**TRY IT**
Each entry below is to be reproduced exactly, though any pictures it holds must be omitted.

Stored data entries

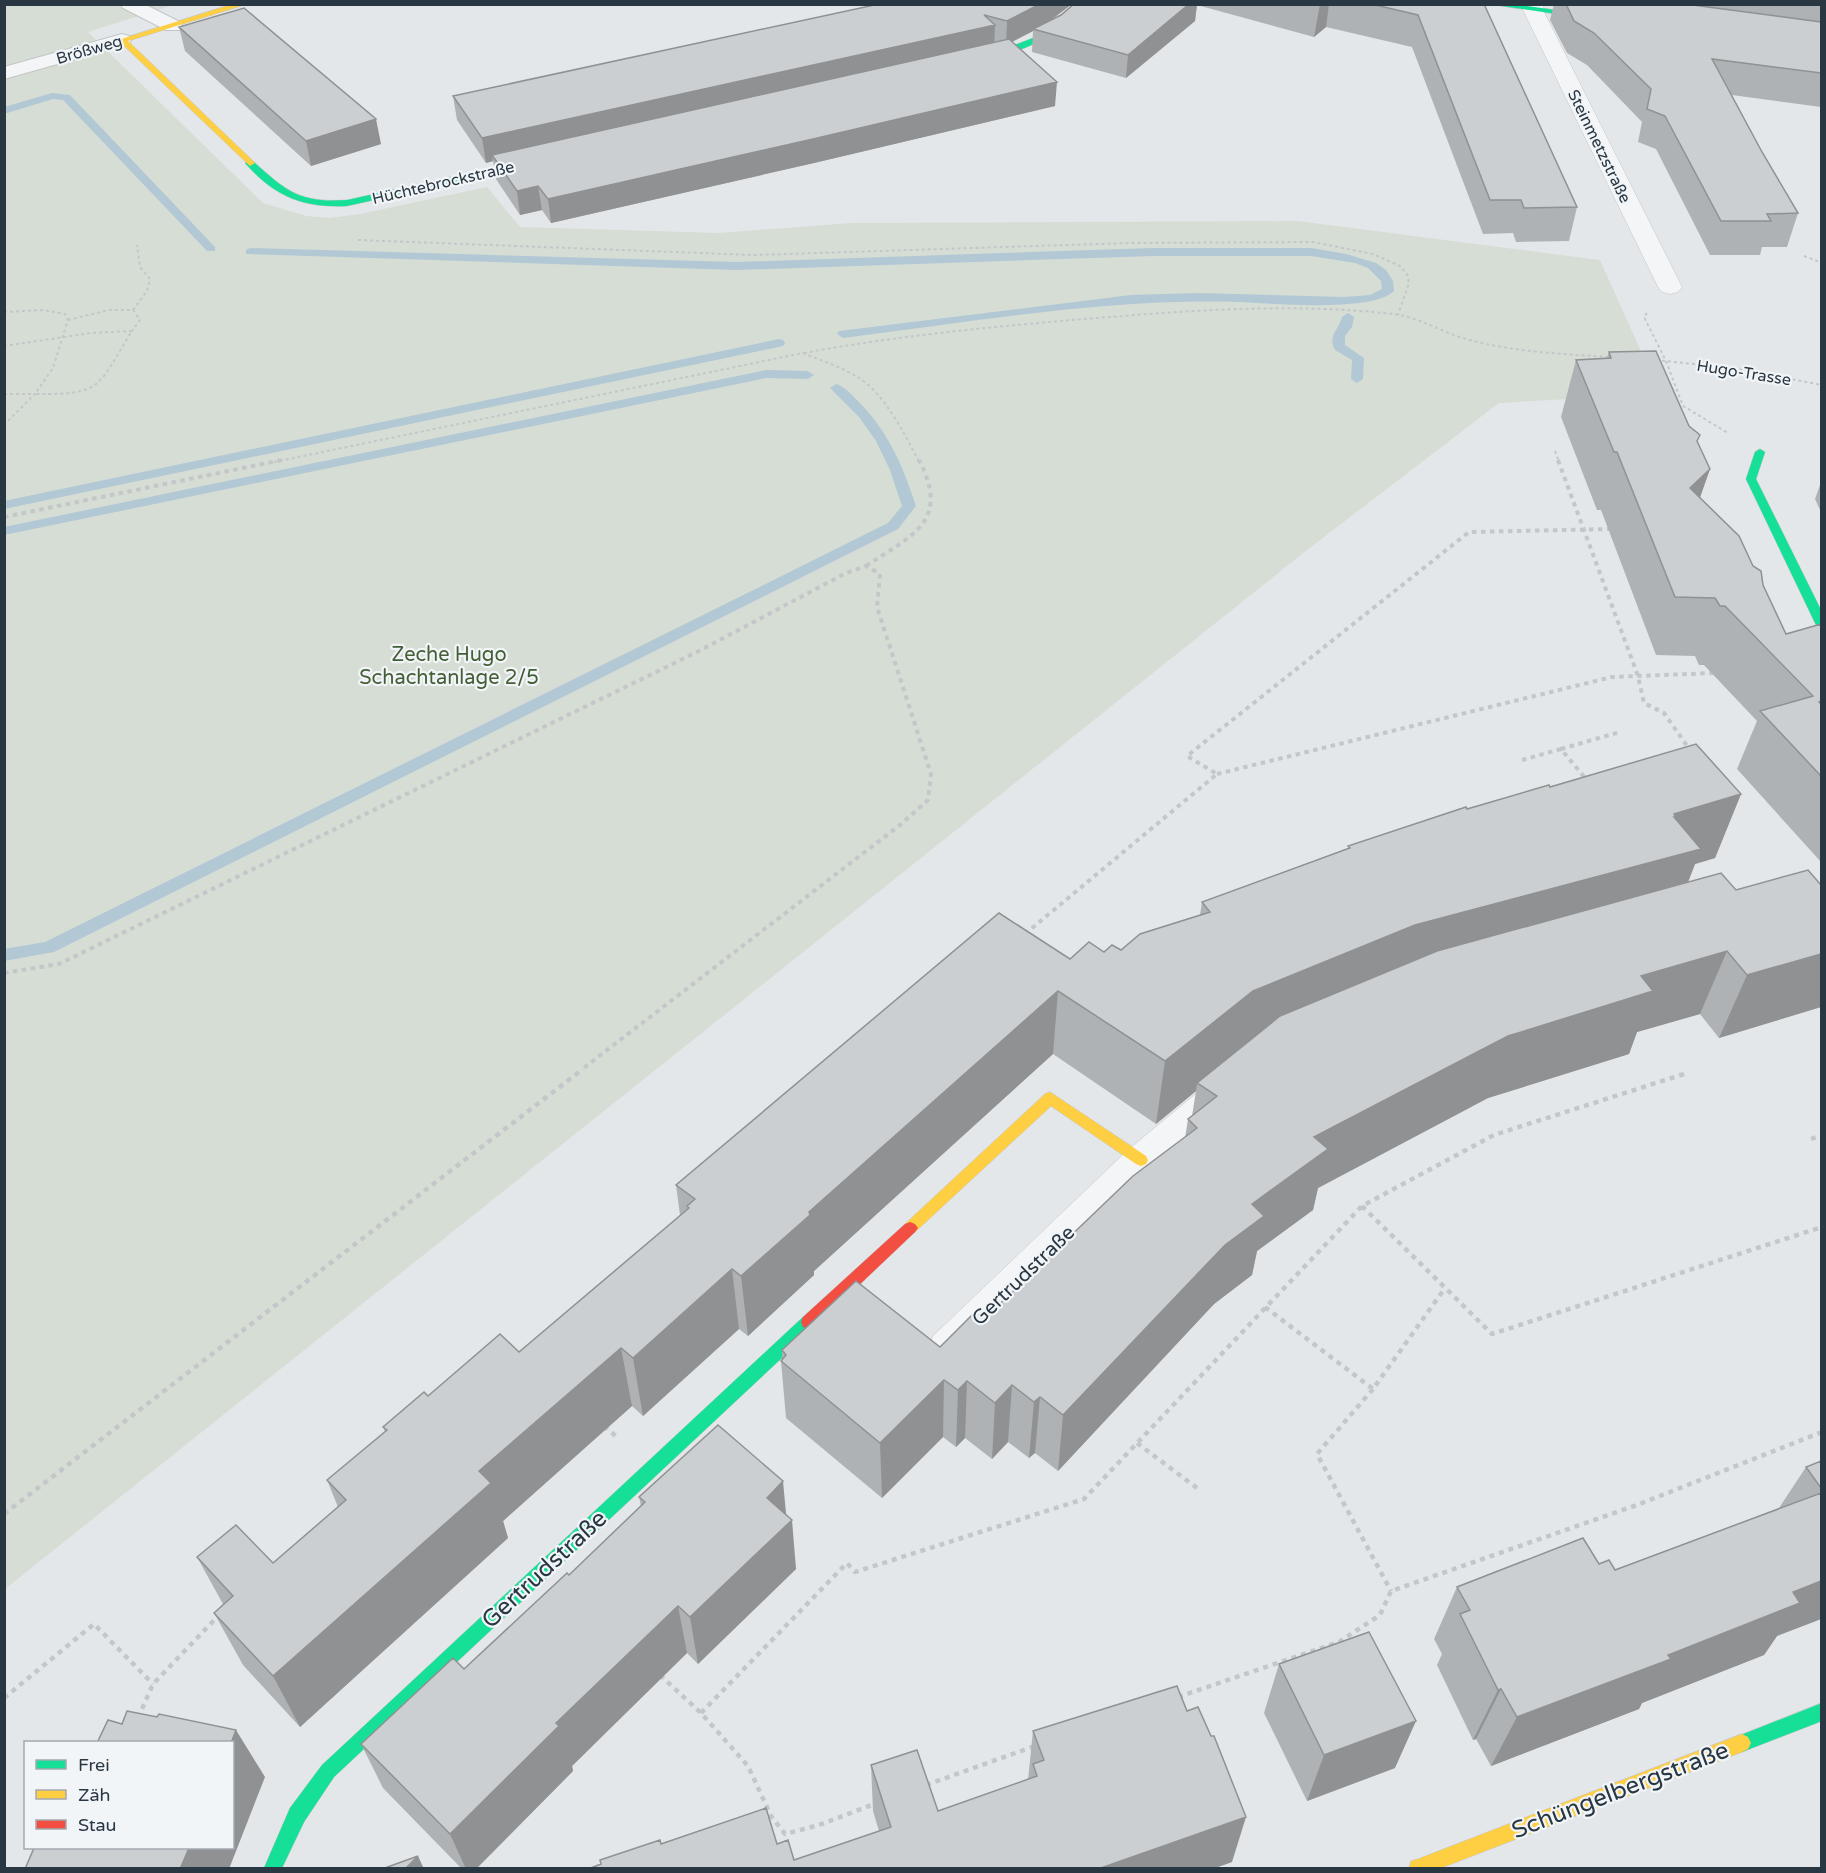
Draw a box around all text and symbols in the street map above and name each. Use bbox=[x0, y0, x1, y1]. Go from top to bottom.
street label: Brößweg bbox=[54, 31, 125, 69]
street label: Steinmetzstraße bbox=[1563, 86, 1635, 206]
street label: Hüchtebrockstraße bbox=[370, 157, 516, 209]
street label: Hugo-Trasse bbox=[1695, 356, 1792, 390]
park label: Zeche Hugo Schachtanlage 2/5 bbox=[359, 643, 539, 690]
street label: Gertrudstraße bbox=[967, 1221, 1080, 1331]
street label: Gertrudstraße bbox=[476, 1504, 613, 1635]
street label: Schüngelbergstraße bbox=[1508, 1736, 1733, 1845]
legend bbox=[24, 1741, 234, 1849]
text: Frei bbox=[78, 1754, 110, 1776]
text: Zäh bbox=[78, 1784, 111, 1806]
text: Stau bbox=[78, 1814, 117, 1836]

**YOUR SOLUTION**
Draw a box around all text and symbols in the street map above and name each. Use bbox=[x0, y0, x1, y1]. Go from top to bottom.
street label: Brößweg bbox=[54, 31, 125, 69]
street label: Steinmetzstraße bbox=[1563, 86, 1635, 206]
street label: Hüchtebrockstraße bbox=[370, 157, 516, 209]
street label: Hugo-Trasse bbox=[1695, 356, 1792, 390]
park label: Zeche Hugo Schachtanlage 2/5 bbox=[359, 643, 539, 690]
street label: Gertrudstraße bbox=[967, 1221, 1080, 1331]
street label: Gertrudstraße bbox=[476, 1504, 613, 1635]
street label: Schüngelbergstraße bbox=[1508, 1736, 1733, 1845]
legend bbox=[24, 1741, 234, 1849]
text: Frei bbox=[78, 1754, 110, 1776]
text: Zäh bbox=[78, 1784, 111, 1806]
text: Stau bbox=[78, 1814, 117, 1836]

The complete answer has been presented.